"Apakah akan kupaksa tangan ini menorehkan larat-larat aksara,
sedang hati dan pikiran tak menginginkannnya?

Jika demikian, apa bedanya diriku dengan mesin pencetak yang tak punya hati tak punya kehendak?"

Sabtu, 31 Oktober 2009

Untitled (3)




Sudah beranjak pagi. Sepertinya ini waktu yang tepat untuk berkata jujur padamu.

Beberapa hari yang lalu aku menjanjikan sesuatu. Seutas janji yang akhirnya tidak kunjung aku rangkai. Maaf. Tapi aku yakin kamu pasti sudah menduga hal itu. Bukan kali pertama ini aku ingkar. Ya, aku sudah berbohong untuk kesekian kali. Dan untuk kesekian kali itu pula, kau kembali menaruh kepercayaan padaku. Entah apa alasannya.

Semestinya engkau marah. Kau berhak untuk marah. Berkali-kali kau dikecewakan oleh orang yang sama.

Timbul pertanyan dalam benakku, sebenarnya siapa yang tolol dalam hal ini.
Yang pasti, aku ingin sekali saja tidak membuatmu kecewa. Dan menurutku, sekaranglah waktunya.

Sebelumnya akan kukatakan kenapa akhirnya aku memutuskan untuk menulis traskripsi ini.
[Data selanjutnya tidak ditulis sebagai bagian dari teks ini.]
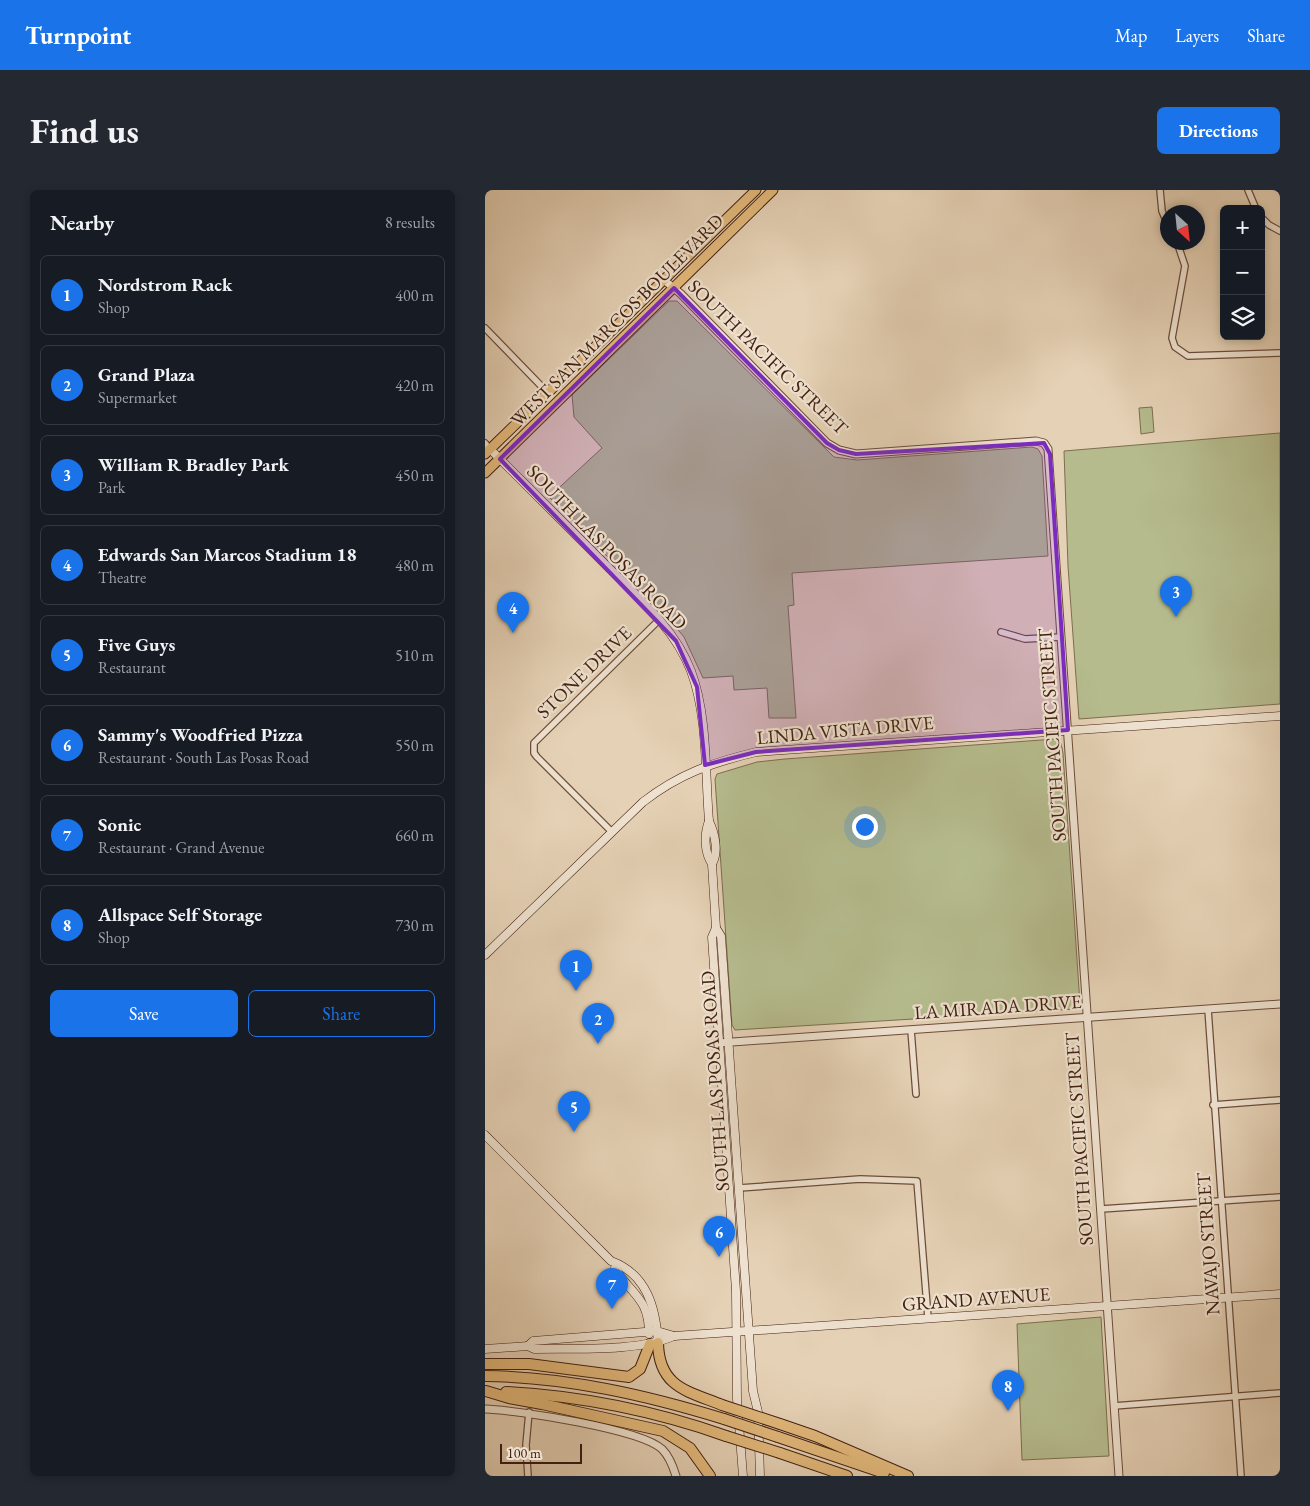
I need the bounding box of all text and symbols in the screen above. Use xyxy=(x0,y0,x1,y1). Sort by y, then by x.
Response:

Sobat, kau memang tidak pernah memaksaku untuk hal ini. Tidak pernah memaksaku untuk berkata yang sejujurnya. Seperti biasa, kau hanya diam. Menunggu. Dan ketika sampai pada titik kebosanan, kau hanya akan berkata, ”Sudahlah, itu hakmu untuk mengatakan atau tidak mengatakan.” Hanya itu reaksi yang selalu kau tunjukkan. Hanya itu. Aku yakin berkali-kali kau kecewa. Meski kau berusaha keras untuk menutupinya, tetap saja aku tahu. Maaf sobat, kau terlalu jujur, meski untuk sekedar menyembunyikan kekecewaan yang kau rasakan.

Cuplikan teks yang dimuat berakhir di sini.